EXERCISE INSTRUCTIONS: Report each line of the records below that holds the word "lines".

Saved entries

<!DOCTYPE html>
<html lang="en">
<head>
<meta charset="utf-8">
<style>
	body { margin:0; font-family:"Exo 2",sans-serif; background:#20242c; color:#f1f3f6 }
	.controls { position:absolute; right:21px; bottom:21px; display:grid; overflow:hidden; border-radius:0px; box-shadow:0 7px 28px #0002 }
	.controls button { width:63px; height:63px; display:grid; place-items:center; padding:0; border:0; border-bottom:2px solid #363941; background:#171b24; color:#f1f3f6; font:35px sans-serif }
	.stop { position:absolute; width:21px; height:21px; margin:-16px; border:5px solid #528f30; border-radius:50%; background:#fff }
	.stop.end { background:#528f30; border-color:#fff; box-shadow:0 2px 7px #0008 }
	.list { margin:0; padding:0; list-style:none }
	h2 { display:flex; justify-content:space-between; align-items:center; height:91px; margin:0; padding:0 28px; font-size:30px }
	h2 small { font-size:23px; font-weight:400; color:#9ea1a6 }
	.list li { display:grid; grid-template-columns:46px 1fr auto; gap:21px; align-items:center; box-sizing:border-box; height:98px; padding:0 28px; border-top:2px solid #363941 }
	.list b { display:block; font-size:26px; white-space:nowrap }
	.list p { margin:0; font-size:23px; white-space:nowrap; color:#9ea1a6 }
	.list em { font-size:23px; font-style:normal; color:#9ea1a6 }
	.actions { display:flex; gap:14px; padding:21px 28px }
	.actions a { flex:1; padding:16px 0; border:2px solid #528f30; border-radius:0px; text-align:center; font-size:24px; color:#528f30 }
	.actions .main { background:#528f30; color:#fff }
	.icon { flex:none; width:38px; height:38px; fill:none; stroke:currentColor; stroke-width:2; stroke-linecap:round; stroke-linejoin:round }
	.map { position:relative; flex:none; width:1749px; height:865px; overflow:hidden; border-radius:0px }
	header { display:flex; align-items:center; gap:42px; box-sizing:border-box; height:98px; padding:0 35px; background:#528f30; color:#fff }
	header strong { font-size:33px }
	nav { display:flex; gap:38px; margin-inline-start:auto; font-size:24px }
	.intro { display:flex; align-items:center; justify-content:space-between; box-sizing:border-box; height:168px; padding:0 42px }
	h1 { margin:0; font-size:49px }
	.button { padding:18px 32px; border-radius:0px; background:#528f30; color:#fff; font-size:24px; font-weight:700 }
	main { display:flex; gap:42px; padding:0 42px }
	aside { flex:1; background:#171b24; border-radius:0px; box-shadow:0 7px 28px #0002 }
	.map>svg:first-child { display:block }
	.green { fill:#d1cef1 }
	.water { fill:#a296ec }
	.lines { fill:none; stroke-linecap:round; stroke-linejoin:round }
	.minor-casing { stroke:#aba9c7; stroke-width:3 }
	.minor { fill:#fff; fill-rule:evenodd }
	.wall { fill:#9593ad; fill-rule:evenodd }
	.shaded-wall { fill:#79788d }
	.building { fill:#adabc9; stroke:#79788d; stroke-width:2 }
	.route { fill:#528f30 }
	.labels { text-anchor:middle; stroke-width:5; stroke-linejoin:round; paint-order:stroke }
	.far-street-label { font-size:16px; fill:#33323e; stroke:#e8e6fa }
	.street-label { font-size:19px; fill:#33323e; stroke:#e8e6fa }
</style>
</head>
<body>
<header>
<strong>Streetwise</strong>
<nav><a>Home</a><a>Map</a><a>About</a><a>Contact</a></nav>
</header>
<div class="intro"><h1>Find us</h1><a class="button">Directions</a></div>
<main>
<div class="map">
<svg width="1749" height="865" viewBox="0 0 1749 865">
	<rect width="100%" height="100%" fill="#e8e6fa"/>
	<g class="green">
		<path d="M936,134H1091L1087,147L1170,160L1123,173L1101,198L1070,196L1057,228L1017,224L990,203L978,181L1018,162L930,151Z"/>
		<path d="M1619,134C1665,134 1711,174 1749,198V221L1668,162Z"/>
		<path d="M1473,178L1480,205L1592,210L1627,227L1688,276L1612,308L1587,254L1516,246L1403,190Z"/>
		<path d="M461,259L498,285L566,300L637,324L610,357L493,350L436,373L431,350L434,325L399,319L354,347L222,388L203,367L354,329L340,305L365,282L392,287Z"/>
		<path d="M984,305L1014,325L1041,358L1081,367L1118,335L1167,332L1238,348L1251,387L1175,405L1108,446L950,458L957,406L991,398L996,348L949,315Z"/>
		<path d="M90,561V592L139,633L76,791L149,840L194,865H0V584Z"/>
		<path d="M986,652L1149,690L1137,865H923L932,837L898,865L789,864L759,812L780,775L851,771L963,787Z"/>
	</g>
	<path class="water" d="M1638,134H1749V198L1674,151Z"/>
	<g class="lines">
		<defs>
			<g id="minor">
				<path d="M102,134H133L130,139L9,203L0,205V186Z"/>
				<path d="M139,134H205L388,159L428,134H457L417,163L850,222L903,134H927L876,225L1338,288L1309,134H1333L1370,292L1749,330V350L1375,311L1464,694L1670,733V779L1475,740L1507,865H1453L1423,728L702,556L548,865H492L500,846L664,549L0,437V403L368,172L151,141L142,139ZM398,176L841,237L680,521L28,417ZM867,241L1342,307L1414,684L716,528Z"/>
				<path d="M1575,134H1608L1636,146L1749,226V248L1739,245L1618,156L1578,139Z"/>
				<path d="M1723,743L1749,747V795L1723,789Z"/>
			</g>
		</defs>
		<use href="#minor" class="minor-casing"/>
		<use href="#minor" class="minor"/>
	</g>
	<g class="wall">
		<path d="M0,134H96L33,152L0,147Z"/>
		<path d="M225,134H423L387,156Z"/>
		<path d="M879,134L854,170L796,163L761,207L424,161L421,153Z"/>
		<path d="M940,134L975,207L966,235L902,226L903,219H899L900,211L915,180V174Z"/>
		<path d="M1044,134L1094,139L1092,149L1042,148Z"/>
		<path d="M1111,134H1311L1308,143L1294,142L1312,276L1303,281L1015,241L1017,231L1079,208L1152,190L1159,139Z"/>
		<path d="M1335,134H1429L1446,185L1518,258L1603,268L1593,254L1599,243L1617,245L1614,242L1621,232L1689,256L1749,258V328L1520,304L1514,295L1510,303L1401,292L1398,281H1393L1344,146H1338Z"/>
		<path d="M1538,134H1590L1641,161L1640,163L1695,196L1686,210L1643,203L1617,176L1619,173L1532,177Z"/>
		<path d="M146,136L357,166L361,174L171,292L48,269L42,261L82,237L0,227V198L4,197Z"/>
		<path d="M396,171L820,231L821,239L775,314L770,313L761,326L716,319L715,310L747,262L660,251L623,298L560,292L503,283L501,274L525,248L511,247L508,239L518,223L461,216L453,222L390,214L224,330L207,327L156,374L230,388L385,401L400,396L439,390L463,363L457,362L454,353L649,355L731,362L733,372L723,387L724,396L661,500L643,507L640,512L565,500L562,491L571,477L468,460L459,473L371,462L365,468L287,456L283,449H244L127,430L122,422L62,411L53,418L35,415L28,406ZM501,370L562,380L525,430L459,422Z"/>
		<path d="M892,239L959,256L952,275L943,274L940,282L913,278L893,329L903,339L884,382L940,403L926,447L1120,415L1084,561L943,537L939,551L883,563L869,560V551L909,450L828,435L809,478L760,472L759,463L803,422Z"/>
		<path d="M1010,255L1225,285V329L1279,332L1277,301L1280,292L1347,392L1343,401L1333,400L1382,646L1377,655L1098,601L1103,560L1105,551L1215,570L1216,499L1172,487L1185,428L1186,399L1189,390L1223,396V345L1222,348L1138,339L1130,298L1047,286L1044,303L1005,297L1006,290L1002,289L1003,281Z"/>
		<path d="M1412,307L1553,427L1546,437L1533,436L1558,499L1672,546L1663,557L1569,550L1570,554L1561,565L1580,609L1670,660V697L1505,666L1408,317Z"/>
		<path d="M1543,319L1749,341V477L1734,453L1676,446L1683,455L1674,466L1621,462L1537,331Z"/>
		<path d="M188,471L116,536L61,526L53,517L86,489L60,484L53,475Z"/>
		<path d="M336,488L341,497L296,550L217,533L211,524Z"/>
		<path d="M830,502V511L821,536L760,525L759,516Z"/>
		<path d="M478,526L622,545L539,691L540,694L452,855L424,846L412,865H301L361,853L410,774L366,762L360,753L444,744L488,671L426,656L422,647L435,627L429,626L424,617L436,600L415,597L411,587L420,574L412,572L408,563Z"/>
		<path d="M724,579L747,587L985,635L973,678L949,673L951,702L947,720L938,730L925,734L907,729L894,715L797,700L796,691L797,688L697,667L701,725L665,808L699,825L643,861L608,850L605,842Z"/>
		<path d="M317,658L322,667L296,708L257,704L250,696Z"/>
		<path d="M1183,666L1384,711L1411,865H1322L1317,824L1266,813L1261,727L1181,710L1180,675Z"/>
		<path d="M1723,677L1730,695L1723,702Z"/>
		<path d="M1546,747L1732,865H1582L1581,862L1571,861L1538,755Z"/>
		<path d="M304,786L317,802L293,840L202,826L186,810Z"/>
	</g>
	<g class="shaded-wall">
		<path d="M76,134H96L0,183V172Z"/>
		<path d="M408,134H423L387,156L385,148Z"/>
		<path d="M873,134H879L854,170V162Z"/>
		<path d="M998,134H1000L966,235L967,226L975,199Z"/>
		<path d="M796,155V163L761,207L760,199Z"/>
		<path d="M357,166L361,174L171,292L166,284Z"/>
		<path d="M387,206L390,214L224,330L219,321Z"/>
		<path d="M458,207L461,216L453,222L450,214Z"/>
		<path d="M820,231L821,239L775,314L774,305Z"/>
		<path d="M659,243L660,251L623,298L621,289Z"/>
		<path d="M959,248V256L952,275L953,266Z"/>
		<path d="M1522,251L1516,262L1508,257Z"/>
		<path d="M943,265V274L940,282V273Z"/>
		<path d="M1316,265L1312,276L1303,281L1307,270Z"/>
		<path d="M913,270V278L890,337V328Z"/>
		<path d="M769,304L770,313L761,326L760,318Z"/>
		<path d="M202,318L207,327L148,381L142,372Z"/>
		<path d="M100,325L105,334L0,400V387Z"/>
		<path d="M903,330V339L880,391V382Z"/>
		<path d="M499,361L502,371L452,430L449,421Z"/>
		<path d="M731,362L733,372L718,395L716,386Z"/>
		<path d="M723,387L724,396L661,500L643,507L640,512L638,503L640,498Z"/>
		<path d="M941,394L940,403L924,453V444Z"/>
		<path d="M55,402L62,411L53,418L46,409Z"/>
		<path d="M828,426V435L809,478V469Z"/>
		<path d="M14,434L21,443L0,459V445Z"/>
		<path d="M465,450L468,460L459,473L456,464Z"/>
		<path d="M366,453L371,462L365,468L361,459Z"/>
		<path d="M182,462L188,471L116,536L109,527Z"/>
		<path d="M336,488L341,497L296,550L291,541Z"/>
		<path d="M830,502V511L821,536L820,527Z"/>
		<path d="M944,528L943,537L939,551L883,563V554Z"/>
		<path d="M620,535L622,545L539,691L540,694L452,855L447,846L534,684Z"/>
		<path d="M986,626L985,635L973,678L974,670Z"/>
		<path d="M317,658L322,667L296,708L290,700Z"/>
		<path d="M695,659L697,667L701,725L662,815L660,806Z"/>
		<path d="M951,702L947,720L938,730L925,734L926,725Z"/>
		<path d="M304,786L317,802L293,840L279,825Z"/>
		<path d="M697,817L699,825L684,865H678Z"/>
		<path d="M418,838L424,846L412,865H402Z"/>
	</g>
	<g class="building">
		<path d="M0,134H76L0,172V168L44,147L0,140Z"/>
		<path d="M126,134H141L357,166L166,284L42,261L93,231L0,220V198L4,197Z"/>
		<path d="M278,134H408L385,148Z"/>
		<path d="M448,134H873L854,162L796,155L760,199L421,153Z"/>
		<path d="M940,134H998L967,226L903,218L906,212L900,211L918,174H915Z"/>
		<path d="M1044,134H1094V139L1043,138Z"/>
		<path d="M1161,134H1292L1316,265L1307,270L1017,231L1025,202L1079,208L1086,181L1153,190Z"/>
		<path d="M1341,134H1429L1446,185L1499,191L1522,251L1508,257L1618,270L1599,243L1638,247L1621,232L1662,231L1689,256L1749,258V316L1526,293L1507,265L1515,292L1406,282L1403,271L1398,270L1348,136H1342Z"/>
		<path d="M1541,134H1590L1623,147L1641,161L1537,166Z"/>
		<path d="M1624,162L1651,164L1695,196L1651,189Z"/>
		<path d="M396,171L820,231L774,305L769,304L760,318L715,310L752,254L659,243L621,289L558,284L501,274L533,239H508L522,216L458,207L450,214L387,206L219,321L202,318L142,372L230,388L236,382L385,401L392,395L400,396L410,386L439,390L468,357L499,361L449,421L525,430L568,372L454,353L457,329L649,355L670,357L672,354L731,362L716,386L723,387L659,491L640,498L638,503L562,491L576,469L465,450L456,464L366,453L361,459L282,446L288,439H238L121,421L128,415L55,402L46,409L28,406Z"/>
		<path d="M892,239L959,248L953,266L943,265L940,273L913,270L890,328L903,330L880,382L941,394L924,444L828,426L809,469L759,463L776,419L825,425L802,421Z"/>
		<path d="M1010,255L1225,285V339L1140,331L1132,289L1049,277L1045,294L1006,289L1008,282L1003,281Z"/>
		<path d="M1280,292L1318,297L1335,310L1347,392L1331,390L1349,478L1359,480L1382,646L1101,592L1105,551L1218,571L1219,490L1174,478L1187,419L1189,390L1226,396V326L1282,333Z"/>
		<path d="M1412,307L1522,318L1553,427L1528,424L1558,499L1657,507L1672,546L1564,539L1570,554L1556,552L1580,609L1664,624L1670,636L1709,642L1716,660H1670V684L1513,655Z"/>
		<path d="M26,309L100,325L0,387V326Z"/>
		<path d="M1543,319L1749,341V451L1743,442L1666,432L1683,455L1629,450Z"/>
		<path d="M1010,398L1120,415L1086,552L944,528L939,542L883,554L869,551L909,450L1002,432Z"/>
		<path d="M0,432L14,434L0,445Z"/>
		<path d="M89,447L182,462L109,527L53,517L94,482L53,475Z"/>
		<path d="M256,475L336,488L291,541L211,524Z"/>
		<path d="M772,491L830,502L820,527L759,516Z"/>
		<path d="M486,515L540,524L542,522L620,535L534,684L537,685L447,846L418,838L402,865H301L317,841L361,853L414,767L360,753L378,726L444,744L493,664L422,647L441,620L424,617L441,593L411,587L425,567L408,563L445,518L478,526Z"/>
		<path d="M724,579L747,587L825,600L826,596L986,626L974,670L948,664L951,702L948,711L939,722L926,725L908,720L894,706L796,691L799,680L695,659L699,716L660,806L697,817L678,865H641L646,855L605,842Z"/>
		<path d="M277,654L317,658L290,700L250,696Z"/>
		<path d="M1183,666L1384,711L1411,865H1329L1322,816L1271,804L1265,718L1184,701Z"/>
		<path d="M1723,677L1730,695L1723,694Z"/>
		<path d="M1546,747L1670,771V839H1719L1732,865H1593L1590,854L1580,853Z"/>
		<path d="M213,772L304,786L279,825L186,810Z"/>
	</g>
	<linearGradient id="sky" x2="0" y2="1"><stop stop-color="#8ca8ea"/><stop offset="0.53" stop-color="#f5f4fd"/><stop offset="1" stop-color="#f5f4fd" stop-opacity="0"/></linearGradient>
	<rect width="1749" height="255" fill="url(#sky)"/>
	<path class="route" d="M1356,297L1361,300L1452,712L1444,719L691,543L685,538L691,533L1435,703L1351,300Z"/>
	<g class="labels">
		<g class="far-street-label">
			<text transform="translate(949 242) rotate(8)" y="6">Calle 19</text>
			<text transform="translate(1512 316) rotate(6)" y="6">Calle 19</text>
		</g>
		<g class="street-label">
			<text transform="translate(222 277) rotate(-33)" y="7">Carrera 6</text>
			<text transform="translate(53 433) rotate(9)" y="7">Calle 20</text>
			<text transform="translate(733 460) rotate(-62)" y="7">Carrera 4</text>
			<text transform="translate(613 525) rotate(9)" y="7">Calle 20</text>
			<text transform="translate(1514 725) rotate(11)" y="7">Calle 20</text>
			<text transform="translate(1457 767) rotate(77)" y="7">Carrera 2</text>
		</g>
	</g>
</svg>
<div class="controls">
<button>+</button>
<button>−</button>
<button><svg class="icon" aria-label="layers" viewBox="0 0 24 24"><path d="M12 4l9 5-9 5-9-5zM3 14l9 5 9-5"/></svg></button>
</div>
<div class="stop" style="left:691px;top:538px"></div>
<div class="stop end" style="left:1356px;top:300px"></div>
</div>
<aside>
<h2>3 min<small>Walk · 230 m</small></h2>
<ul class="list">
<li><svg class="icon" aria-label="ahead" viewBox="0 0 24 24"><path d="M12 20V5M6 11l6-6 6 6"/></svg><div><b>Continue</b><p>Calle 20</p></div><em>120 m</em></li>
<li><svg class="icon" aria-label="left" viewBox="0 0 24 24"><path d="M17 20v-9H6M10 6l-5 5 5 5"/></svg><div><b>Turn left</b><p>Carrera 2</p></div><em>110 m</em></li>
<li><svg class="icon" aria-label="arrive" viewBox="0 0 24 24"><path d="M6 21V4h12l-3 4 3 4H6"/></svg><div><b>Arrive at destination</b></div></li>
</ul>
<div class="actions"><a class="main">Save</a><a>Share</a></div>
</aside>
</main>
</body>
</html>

RESULT FOR THIS TASK:
	.lines { fill:none; stroke-linecap:round; stroke-linejoin:round }
	<g class="lines">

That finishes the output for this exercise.